Task to complete -
Your job is to copy every line in the material containing the word "lists".

Records supplied -
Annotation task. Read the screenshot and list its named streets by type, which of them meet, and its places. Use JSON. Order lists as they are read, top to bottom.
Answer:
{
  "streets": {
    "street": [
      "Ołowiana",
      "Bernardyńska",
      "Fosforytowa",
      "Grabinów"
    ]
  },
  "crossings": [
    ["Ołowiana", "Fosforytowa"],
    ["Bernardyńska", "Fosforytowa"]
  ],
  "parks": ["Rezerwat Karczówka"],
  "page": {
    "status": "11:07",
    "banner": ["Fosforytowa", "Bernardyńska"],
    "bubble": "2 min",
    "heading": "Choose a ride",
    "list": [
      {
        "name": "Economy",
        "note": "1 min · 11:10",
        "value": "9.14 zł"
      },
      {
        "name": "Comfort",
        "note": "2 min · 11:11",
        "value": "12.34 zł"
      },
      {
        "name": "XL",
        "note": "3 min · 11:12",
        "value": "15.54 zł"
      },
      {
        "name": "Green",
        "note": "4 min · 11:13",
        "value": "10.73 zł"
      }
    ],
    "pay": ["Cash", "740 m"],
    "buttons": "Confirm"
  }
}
...
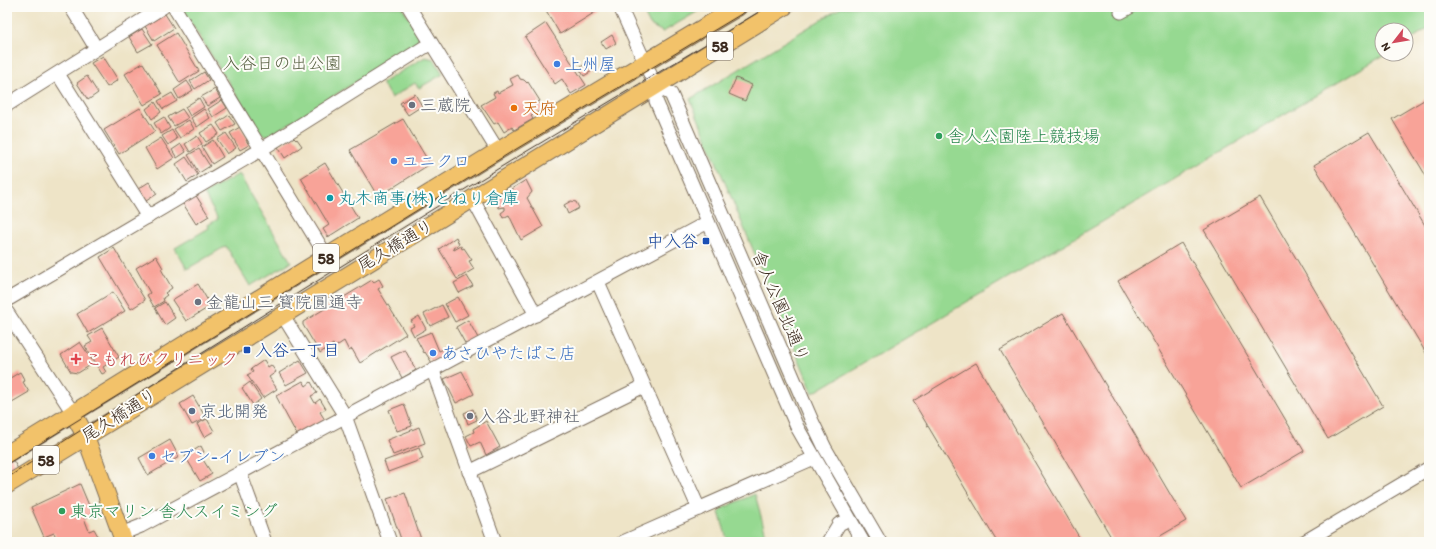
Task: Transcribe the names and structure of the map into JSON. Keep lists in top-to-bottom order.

Answer to the exercise -
Annotation task. Read the screenshot and list its named streets by type, which of them meet, and its places. Use JSON. Order lists as they are read, top to bottom.
Task: Transcribe the names and structure of the map into JSON. Keep lists in top-to-bottom order.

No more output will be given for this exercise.